Apuntó a los desafíos adicionales para adaptarse a la nueva normativa, debido a las particularidades productivas del sector y a la necesidad de mantener la competitividad de las empresas agrícolas.
En ese contexto, Walker lamentó que “muchas veces se legisla mirando el sector urbano y no tomando las particularidades del sector rural”. Explicó que “nosotros trabajamos en base a ciclos de la naturaleza, a ciclos biológicos, a estados fenológicos”.
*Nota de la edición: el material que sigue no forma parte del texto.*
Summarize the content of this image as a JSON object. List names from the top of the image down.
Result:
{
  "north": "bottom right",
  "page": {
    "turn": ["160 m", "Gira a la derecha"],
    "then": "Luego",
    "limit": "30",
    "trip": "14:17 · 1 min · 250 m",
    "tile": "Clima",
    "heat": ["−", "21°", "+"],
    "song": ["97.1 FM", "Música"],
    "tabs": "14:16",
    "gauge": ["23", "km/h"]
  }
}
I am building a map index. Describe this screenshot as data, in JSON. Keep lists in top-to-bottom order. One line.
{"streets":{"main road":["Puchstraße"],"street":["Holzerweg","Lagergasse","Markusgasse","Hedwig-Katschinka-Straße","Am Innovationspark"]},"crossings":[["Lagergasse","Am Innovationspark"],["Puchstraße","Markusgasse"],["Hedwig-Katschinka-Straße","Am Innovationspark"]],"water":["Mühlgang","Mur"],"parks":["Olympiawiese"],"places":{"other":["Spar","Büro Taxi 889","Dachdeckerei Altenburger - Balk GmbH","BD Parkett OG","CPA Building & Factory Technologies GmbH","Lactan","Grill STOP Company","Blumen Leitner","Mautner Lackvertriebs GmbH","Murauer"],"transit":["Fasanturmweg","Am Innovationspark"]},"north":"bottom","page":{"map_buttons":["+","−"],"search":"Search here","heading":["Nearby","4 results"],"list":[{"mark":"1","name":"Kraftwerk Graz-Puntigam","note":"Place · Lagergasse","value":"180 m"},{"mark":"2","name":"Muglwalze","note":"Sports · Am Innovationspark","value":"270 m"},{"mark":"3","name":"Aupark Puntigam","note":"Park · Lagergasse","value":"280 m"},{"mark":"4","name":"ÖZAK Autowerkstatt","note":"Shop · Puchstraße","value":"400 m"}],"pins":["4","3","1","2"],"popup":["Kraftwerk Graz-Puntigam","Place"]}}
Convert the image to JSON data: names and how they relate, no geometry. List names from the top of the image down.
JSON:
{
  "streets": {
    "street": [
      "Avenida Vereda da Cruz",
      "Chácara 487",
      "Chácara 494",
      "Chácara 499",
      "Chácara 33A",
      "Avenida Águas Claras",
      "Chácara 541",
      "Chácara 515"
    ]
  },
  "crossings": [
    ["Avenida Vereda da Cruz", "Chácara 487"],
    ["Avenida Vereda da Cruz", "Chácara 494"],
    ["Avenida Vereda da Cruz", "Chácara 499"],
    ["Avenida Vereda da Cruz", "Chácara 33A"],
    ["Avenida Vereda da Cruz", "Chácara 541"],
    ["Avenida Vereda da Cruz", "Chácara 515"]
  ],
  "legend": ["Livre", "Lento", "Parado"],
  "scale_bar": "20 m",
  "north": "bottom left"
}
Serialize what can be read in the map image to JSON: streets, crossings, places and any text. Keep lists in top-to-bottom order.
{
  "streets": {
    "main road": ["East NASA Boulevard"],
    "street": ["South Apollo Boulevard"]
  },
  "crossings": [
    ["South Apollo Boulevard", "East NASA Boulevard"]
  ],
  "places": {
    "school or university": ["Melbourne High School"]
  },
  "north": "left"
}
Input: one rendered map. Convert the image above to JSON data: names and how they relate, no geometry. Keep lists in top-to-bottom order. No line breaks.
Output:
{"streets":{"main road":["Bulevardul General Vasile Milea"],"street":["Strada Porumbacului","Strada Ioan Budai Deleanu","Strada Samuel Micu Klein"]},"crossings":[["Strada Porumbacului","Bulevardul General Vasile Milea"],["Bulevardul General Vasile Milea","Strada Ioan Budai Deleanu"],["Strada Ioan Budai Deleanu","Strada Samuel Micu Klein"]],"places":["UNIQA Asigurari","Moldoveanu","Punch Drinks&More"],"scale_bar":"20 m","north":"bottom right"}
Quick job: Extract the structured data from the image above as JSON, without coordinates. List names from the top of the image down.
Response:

Para el sector, enfatizó, es importante contar con flexibilidad laboral porque “tenemos periodos muy intensivos de labores agrícolas y otros periodos más pasivos”. A modo de ejemplo, expuso el caso de los ordeñadores; la labor se debe hacer dos veces al día los siete días de la semana. “¿Cómo distribuir la jornada laboral en base al ciclo que tiene la ordeña? Esas son las particularidades que debe recoger la autoridad”, planteó.
Si bien dijo que deben adaptarse a este cambio de las 40 horas, esperan que la legislación les permita un mejor proceso de adecuación.
Es preciso indicar que recientemente el ministro de Hacienda, Jorge Quiroz, reveló que el Gobierno trabaja en medidas para la adaptabilidad laboral y una posible flexibilización de la ley de 40 horas.
La autoridad afirmó en Diario Financiero que “hay muchos países desarrollados que tienen un régimen de 40 horas, pero lo miden en el promedio anual, y eso permite mayor adaptabilidad en las actividades que son temporales, como el turismo, la agrícola, etcétera”.